Amerigo Vespucci made four voyages during which he discovered a lot of the coastline and rivers of South, Central and North America. The first of Amerigo's voyages has been disputed since he first described it, because it meant that Amerigo Vespucci had reached the mainland of America before Christopher Columbus. So instead of the continent of America being named after Columbus, it came to be named America after Amerigo. Often out of resentment at the lessening of Columbus's achievements, allegations have persisted for centuries that Amerigo or somebody else has either fabricated much of what was described of his voyages, or has been mistaken in what was written.
Amerigo saw peoples, plants and animals never seen before by Europeans.

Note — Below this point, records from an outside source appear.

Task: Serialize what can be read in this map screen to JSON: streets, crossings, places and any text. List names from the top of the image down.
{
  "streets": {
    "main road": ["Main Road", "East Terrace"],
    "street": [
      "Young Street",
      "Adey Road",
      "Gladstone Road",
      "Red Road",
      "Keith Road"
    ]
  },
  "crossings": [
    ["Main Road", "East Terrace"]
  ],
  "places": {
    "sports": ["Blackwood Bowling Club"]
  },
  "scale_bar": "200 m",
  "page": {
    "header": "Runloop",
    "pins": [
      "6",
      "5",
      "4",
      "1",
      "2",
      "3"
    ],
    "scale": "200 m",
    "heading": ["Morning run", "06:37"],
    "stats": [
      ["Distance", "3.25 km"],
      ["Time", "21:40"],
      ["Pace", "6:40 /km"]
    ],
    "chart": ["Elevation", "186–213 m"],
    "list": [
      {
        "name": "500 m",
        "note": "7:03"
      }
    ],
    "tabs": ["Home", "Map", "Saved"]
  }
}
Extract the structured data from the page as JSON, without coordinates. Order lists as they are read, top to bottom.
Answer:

His crew found the bird song so melodious, and the trees so beautiful and sweet smelling, that they imagined themselves in a terrestrial paradise.
His voyages brought him in to contact with thousands of naked natives, who met with Amerigo's crew with anything from a warm and curious welcome to vicious warfare.

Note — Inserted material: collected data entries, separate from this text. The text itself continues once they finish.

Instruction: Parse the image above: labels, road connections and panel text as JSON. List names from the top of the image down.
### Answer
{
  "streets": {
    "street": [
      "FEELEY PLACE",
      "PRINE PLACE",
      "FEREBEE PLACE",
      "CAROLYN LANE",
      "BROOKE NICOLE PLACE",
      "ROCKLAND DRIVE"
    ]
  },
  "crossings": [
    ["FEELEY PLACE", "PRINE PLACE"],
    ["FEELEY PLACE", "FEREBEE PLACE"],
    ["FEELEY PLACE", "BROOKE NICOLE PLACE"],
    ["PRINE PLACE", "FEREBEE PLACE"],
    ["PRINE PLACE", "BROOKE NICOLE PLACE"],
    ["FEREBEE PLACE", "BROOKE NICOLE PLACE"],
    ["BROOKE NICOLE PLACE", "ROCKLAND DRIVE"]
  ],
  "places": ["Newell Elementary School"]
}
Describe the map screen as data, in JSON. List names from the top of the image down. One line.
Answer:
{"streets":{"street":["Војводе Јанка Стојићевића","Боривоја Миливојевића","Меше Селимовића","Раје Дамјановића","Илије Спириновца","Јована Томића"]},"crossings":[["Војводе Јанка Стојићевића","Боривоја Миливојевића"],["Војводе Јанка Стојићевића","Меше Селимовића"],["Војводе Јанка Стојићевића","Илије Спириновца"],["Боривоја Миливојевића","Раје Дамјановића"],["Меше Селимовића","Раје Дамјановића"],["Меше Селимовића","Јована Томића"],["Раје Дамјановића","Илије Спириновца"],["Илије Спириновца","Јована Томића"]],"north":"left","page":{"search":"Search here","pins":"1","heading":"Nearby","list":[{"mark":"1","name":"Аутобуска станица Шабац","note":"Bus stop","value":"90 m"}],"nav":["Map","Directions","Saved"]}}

He described some of the natives as being lascivious beyond measure, especially the women, and that the men took as many wives as they pleased, often marrying their mothers or their sisters.
Amerigo wrote that the natives had neither laws nor religion. Many of them were cannibals, some of whom smoked the meat of their victims before eating it. Even some of Amerigo's own men were killed by being pulled to pieces, before being eaten in view of the rest of the crew.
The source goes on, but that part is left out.